======== Supplied data
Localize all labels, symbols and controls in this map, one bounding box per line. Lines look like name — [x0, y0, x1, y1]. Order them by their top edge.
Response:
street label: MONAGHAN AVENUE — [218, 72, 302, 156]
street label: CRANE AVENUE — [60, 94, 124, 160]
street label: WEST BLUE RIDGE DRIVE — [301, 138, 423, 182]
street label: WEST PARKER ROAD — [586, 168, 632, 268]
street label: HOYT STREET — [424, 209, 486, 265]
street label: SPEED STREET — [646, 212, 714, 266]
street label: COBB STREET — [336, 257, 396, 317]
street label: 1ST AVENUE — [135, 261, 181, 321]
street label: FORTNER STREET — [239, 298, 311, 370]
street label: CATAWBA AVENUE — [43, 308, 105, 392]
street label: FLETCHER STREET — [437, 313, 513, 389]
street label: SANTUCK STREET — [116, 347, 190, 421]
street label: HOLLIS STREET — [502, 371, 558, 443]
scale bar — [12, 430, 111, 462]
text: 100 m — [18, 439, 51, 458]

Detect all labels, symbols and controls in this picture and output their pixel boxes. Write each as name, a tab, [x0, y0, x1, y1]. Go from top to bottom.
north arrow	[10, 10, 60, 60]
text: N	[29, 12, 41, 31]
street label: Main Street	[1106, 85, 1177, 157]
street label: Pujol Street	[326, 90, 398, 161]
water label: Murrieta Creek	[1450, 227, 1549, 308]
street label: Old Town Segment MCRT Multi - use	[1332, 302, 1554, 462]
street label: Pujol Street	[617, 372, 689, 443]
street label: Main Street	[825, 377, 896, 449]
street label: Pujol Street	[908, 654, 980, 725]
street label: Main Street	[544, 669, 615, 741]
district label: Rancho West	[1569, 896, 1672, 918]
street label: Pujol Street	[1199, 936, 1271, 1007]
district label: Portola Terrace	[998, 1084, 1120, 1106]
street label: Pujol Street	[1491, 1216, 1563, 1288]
================
Give the entries again in full, exactly as they are written.

(Answer below):
Localize all labels, symbols and controls in this map, one bounding box per line. Lines look like name — [x0, y0, x1, y1]. Order them by their top edge.
Response:
street label: MONAGHAN AVENUE — [218, 72, 302, 156]
street label: CRANE AVENUE — [60, 94, 124, 160]
street label: WEST BLUE RIDGE DRIVE — [301, 138, 423, 182]
street label: WEST PARKER ROAD — [586, 168, 632, 268]
street label: HOYT STREET — [424, 209, 486, 265]
street label: SPEED STREET — [646, 212, 714, 266]
street label: COBB STREET — [336, 257, 396, 317]
street label: 1ST AVENUE — [135, 261, 181, 321]
street label: FORTNER STREET — [239, 298, 311, 370]
street label: CATAWBA AVENUE — [43, 308, 105, 392]
street label: FLETCHER STREET — [437, 313, 513, 389]
street label: SANTUCK STREET — [116, 347, 190, 421]
street label: HOLLIS STREET — [502, 371, 558, 443]
scale bar — [12, 430, 111, 462]
text: 100 m — [18, 439, 51, 458]

Detect all labels, symbols and controls in this picture and output their pixel boxes. Write each as name, a tab, [x0, y0, x1, y1]. Go from top to bottom.
north arrow	[10, 10, 60, 60]
text: N	[29, 12, 41, 31]
street label: Main Street	[1106, 85, 1177, 157]
street label: Pujol Street	[326, 90, 398, 161]
water label: Murrieta Creek	[1450, 227, 1549, 308]
street label: Old Town Segment MCRT Multi - use	[1332, 302, 1554, 462]
street label: Pujol Street	[617, 372, 689, 443]
street label: Main Street	[825, 377, 896, 449]
street label: Pujol Street	[908, 654, 980, 725]
street label: Main Street	[544, 669, 615, 741]
district label: Rancho West	[1569, 896, 1672, 918]
street label: Pujol Street	[1199, 936, 1271, 1007]
district label: Portola Terrace	[998, 1084, 1120, 1106]
street label: Pujol Street	[1491, 1216, 1563, 1288]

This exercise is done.